Distribution of continuous variables in groups was expressed as mean ± standard deviation. Quantitative data were analysed using Student's t-test. Qualitative data were analysed with a χ2 test. Genotype frequencies of different subgroups of patients were compared by contingency tables. Significant difference in genotype distribution were estimated by χ2test. Hardy-Weinberg equilibrium was tested in patients with and without CAD by χ2 test with Yates' correction for continuity. Risk adjustment was performed in a multiple forward stepwise logistic regression analysis. Variables included in this model were age, sex, body mass index, glucose, total cholesterol, HDL, LDL, triglycerides, diabetes, smoking habitus, hypertension status.

Results

All 1378 subjects were successfully genotyped; of these 991 subjects had significant CAD. Demographics of the study population are described in Table 2. As expected, cardiovascular risk factors were more frequently found in subjects with angiographic evidence of significant CAD.
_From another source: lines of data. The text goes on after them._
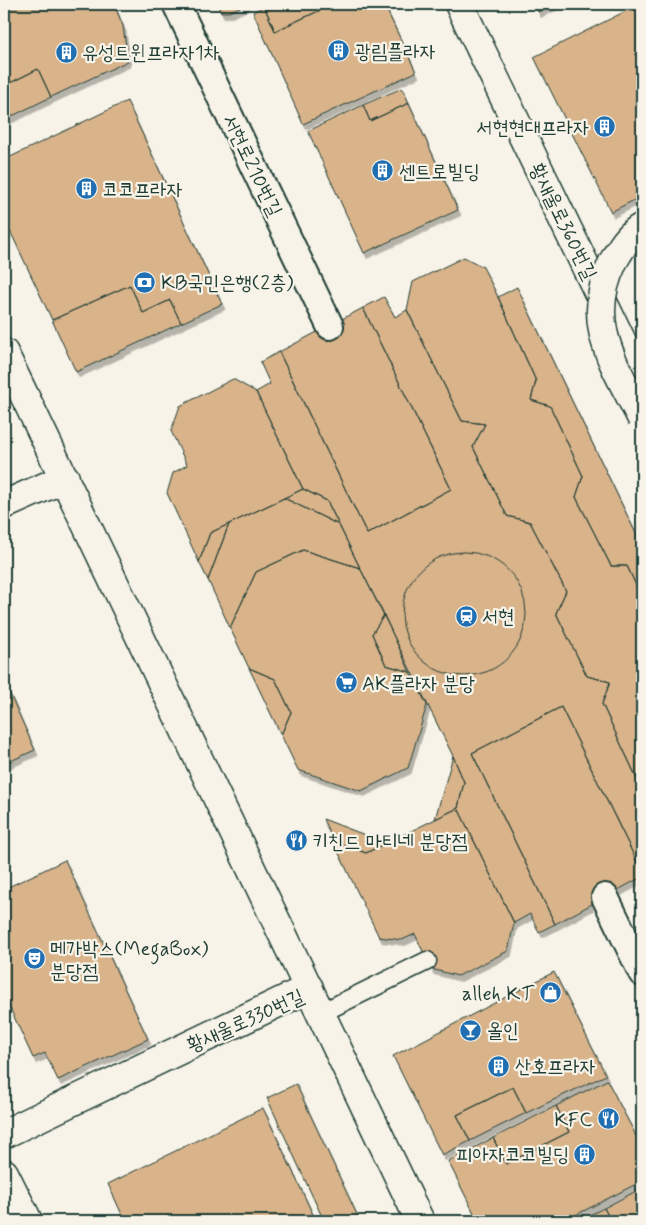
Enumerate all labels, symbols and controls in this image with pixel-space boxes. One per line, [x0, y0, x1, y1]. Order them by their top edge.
building icon: 광림플라자 [327, 39, 351, 63]
place label: 광림플라자 [355, 39, 435, 66]
building icon: 유성트윈프라자1차 [54, 40, 78, 64]
place label: 유성트윈프라자1차 [82, 40, 220, 67]
street label: 서현로210번길 [215, 110, 288, 221]
place label: 서현현대프라자 [476, 115, 589, 142]
building icon: 서현현대프라자 [593, 115, 617, 139]
building icon: 센트로빌딩 [371, 159, 395, 183]
place label: 센트로빌딩 [399, 159, 479, 186]
street label: 황새울로360번길 [523, 159, 603, 285]
building icon: 코코프라자 [74, 177, 98, 201]
place label: 코코프라자 [102, 177, 182, 204]
bank icon: KB국민은행(2층) [133, 270, 157, 294]
place label: KB국민은행(2층) [161, 270, 293, 297]
station icon: 서현 [454, 604, 478, 628]
place label: 서현 [482, 604, 514, 631]
supermarket icon: AK플라자 분당 [334, 671, 358, 695]
place label: AK플라자 분당 [362, 671, 475, 698]
restaurant icon: 키친드 마티네 분당점 [284, 829, 308, 853]
place label: 키친드 마티네 분당점 [312, 829, 468, 856]
place label: 메가박스(MegaBox) 분당점 [50, 936, 208, 986]
theatre icon: 메가박스(MegaBox) 분당점 [22, 947, 46, 971]
place label: alleh KT [462, 981, 535, 1008]
shop icon: alleh KT [538, 981, 562, 1005]
street label: 황새울로330번길 [183, 983, 309, 1059]
bar icon: 올인 [459, 1018, 483, 1042]
place label: 올인 [487, 1018, 519, 1045]
building icon: 산호프라자 [487, 1054, 511, 1078]
place label: 산호프라자 [515, 1054, 595, 1081]
place label: KFC [554, 1107, 592, 1134]
restaurant icon: KFC [596, 1107, 620, 1131]
place label: 피아자코코빌딩 [456, 1142, 569, 1169]
building icon: 피아자코코빌딩 [573, 1142, 597, 1166]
Table 2. Demographics of the study population in the CAD and CAD-free groups

In the overall patient population, the allele and genotype distribution were as follows: C allele frequency, 12.8%; H1/H1, 1046 (75.9%); H1/H2, 310 (22.5%); H2/H2, 22 (1.6%). Genotype distribution of the i-T744C polymorphism tagging the H1/H2 haplotype in the study population in the CAD and CAD-free groups is shown in Table 3. C allele frequency was 13.47% and 11.24% in CAD and CAD-free subjects, respectively (p > 0.05). Genotype distribution was in Hardy-Weinberg equilibrium. A significant difference was observed in the distribution of the three genotypes between the two groups (p = 0.017). Carriers of the minor haplotype (H1/H2 + H2/H2) were more frequent in patients with significant CAD (p = 0.03, OR = 1.36, 95%CI = 1.02–1.82). Such association was close to significance in males (p = 0.05), but not in females, even if in the two subgroups the H2 haplotype carriers tended to be more frequent among CAD patients (data not shown). The association remained close to significance threshold after adjustment for other covariates (age, sex, BMI, triglycerides, HDL, LDL, hypertension, smoking and diabetes) by multivariate logistic regression (p = 0.05, OR = 1.42, 95%CI = 1.18–1.71).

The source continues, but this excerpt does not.